BACKGROUND: Arthrofibrosis and decreased range of motion (ROM) are well-described sequelae of tibial eminence fractures. We sought to evaluate the effects of timing of ROM rehabilitation and postsurgical immobilization on clinical outcomes in children with fractures of the tibial eminence. METHODS: We retrospectively reviewed the records of all children diagnosed with closed tibial eminence fractures between 2000 and 2010. Patients were treated by experienced surgeons with uniform requirements for return to full activity. RESULTS: Fourteen females and 26 males (40 knees) of mean age 12 years (range, 5 to 17 y) started ROM therapy for a mean of 23 days after treatment (range, 4 to 47 d). Seven patients required additional surgeries for arthrofibrosis at a mean of 3 months after initial fracture treatment (range, 1.5 to 5.5 mo). Compared with patients who started ROM rehabilitation within 4 weeks of treatment, those who started later than 4 weeks required more days to return to full activity (215 vs. 103 d; P=0.011) and were 12 times more likely to develop arthrofibrosis (P=0.029).

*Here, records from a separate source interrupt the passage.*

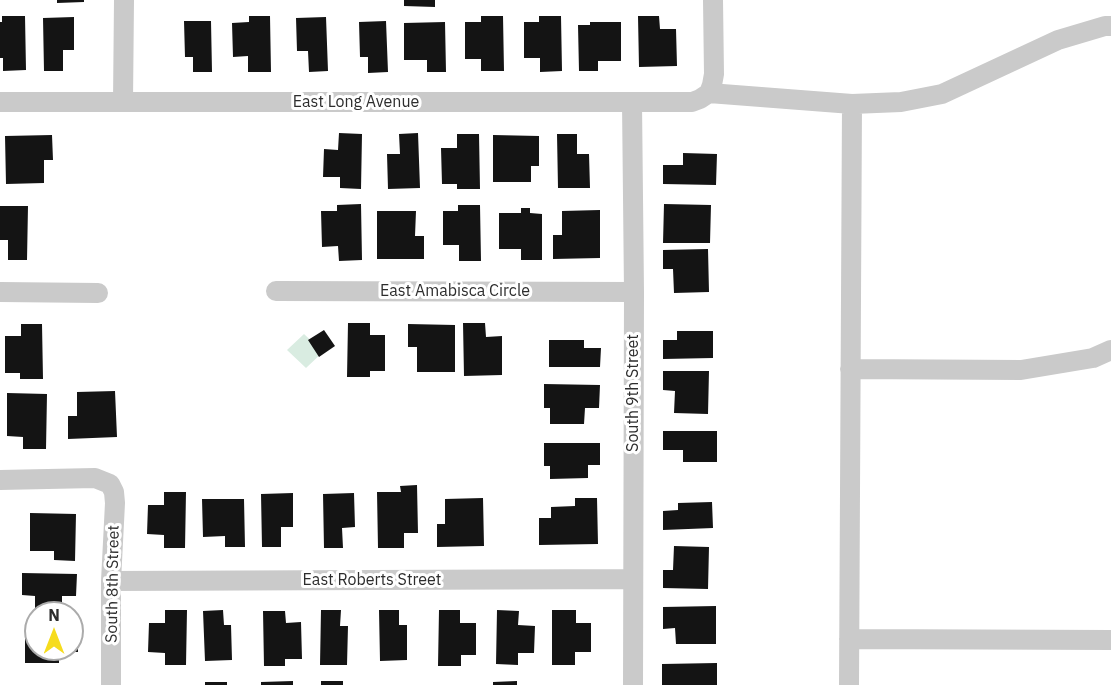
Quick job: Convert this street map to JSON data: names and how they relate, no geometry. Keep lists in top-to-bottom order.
{
  "streets": {
    "street": [
      "East Long Avenue",
      "East Amabisca Circle",
      "South 9th Street",
      "East Roberts Street",
      "South 8th Street"
    ]
  },
  "crossings": [
    ["East Long Avenue", "South 9th Street"],
    ["East Amabisca Circle", "South 9th Street"],
    ["South 9th Street", "East Roberts Street"],
    ["East Roberts Street", "South 8th Street"]
  ],
  "north": "top"
}
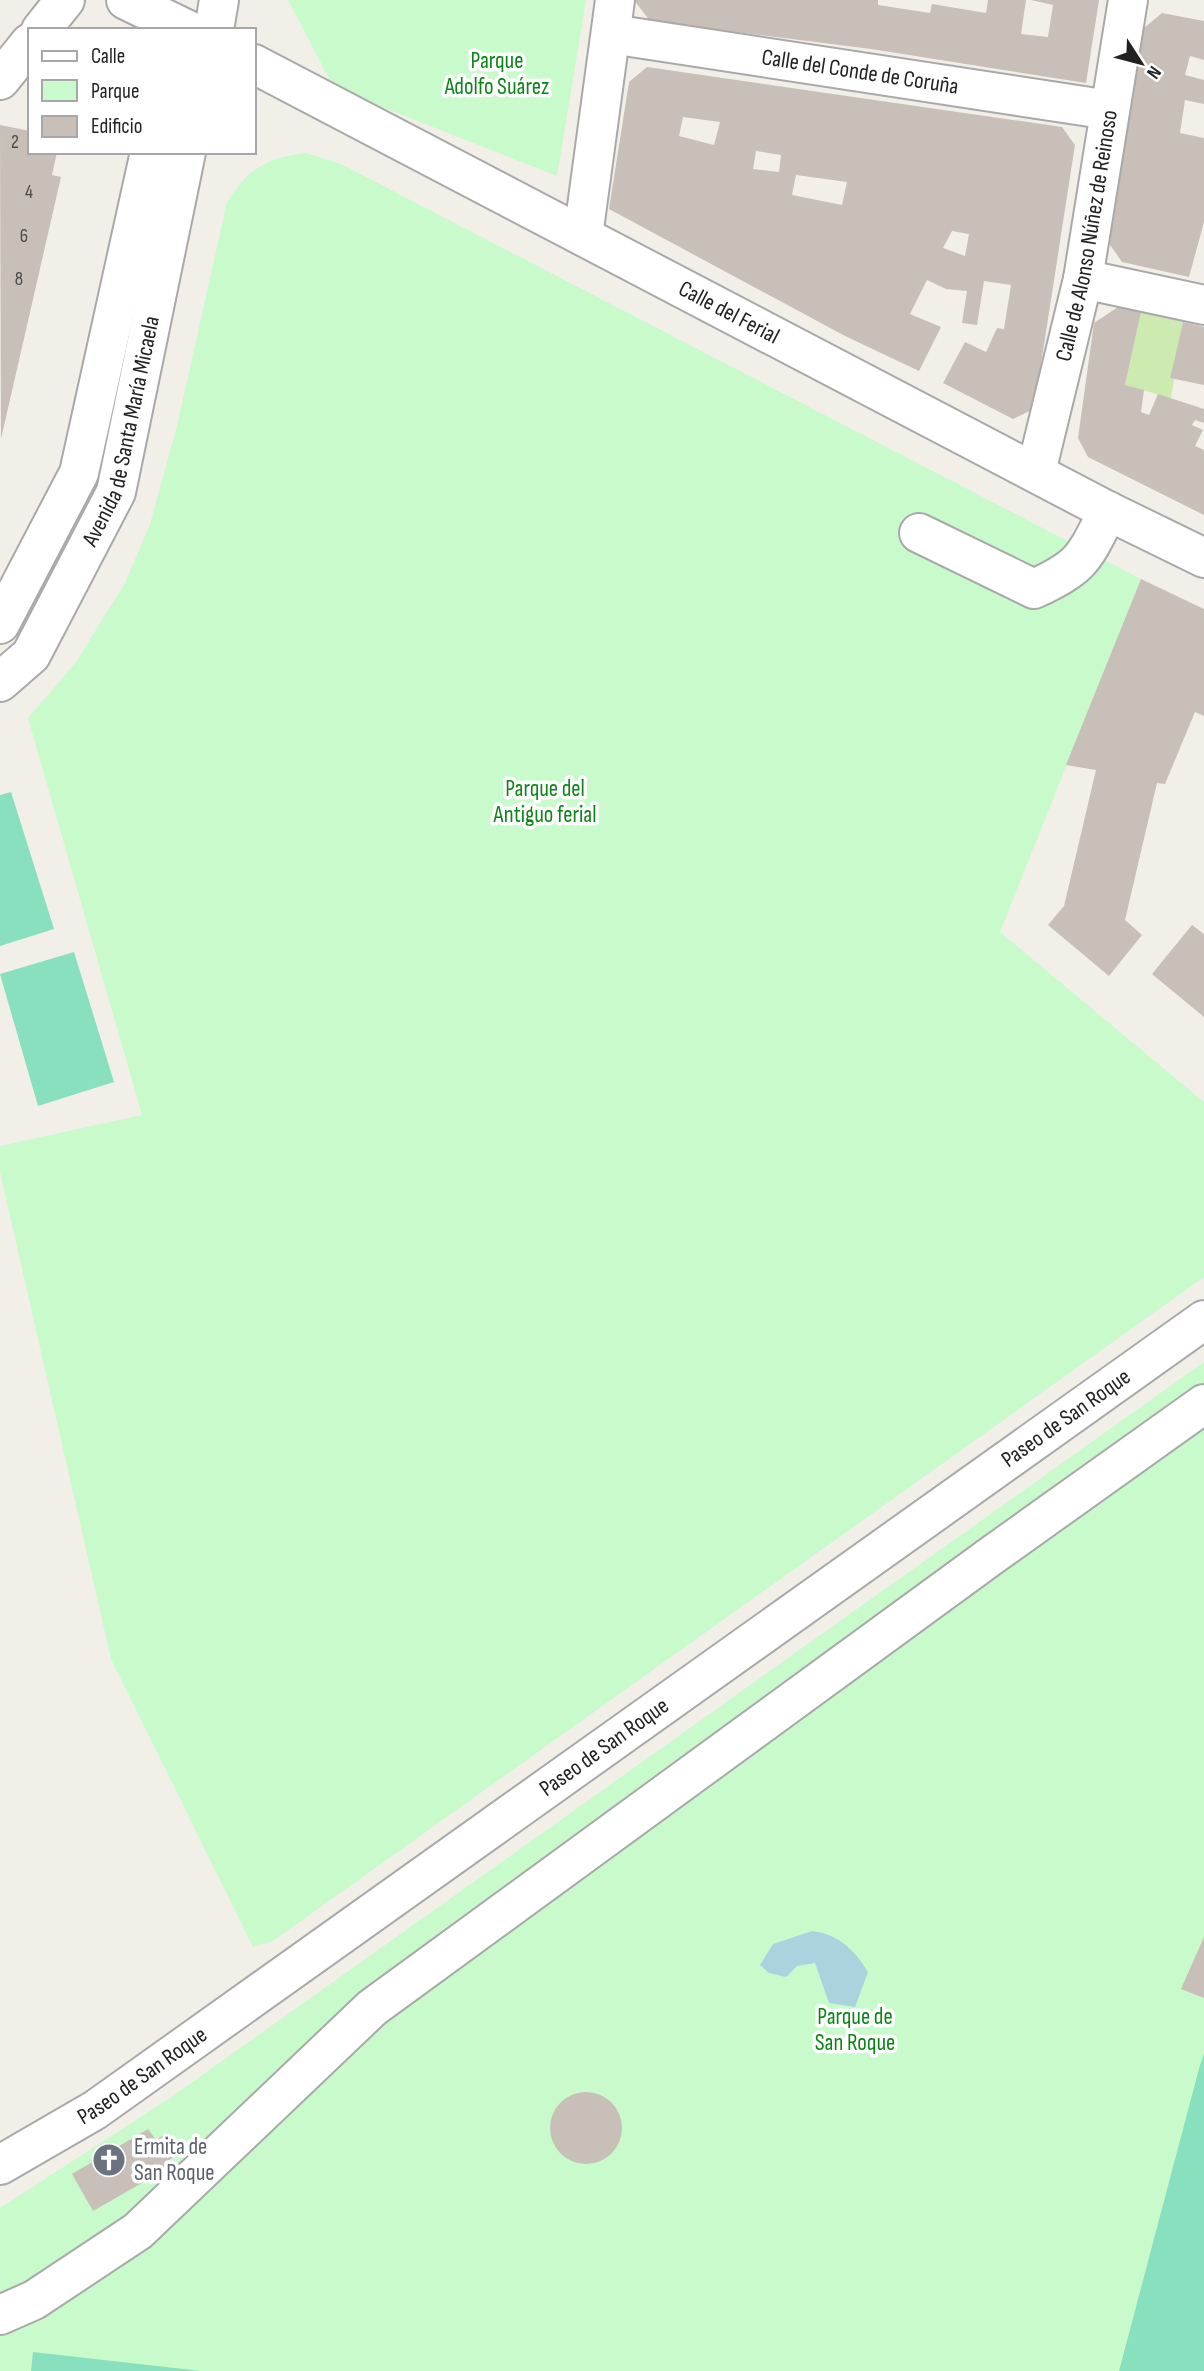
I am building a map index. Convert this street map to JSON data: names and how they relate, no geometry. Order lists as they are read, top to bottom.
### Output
{
  "streets": {
    "street": [
      "Calle del Conde de Coruña",
      "Calle de Alonso Núñez de Reinoso",
      "Calle del Ferial",
      "Avenida de Santa María Micaela",
      "Paseo de San Roque"
    ]
  },
  "crossings": [
    ["Calle del Conde de Coruña", "Calle de Alonso Núñez de Reinoso"],
    ["Calle de Alonso Núñez de Reinoso", "Calle del Ferial"]
  ],
  "parks": ["Parque Adolfo Suárez", "Parque del Antiguo ferial", "Parque de San Roque"],
  "places": {
    "church": ["Ermita de San Roque"]
  },
  "house_numbers": [
    "2",
    "4",
    "6",
    "8"
  ],
  "legend": ["Calle", "Parque", "Edificio"],
  "north": "bottom right"
}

Even when accounting for other factors in multivariate regression, earlier initiation of ROM therapy was associated with earlier return to full activity (P<0.001). Surgical patients who were immobilized postoperatively required more days to return to full activity (217.5 vs. 103 d; P=0.015) and had a higher rate of arthrofibrosis (36% vs. 0%; P=0.043) than those who were not. Age, sex, fracture classification, and operative versus nonoperative treatment did not have a statistically significant effect on our multivariate model. CONCLUSIONS: After definitive treatment, early implementation of ROM rehabilitation results in a more rapid return to full activity. ROM therapy within 4 weeks of treatment results in sooner return to full activity and decreases the likelihood of eventual arthrofibrosis. In surgical patients, postoperative immobilization results in a longer delay until return to full activity and a higher rate of arthrofibrosis. LEVEL OF EVIDENCE: Therapeutic study, level III.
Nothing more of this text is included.